▶ **GIVEN RECORDS**:
+ + + + + + +
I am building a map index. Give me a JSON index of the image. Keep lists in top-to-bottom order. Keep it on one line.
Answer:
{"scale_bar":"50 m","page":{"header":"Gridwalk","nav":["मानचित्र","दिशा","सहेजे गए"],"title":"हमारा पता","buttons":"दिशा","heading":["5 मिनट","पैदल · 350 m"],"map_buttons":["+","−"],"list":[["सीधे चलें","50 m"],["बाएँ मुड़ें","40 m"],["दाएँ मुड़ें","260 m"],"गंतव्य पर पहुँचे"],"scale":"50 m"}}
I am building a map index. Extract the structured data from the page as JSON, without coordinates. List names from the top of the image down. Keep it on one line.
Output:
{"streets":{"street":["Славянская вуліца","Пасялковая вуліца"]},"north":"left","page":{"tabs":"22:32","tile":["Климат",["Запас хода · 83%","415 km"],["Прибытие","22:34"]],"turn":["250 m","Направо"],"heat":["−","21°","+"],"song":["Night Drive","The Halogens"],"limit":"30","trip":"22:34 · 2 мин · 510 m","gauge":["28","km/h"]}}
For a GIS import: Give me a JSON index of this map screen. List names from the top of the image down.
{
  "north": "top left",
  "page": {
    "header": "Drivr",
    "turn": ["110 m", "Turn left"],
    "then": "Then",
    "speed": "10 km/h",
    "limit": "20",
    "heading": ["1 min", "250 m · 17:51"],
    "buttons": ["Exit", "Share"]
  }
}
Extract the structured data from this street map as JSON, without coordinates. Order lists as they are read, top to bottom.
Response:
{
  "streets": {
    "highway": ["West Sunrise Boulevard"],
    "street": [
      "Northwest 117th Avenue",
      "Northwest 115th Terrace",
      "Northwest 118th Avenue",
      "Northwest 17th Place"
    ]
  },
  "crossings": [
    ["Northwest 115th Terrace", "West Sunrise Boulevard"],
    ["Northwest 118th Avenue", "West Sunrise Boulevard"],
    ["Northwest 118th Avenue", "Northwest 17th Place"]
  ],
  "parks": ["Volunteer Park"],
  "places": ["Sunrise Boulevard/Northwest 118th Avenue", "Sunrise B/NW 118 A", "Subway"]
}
+ + + + + + +
Give the number of lines containing "Extract" in the entries, and no other text.

▶ **RESULT OF THIS EXERCISE**: 2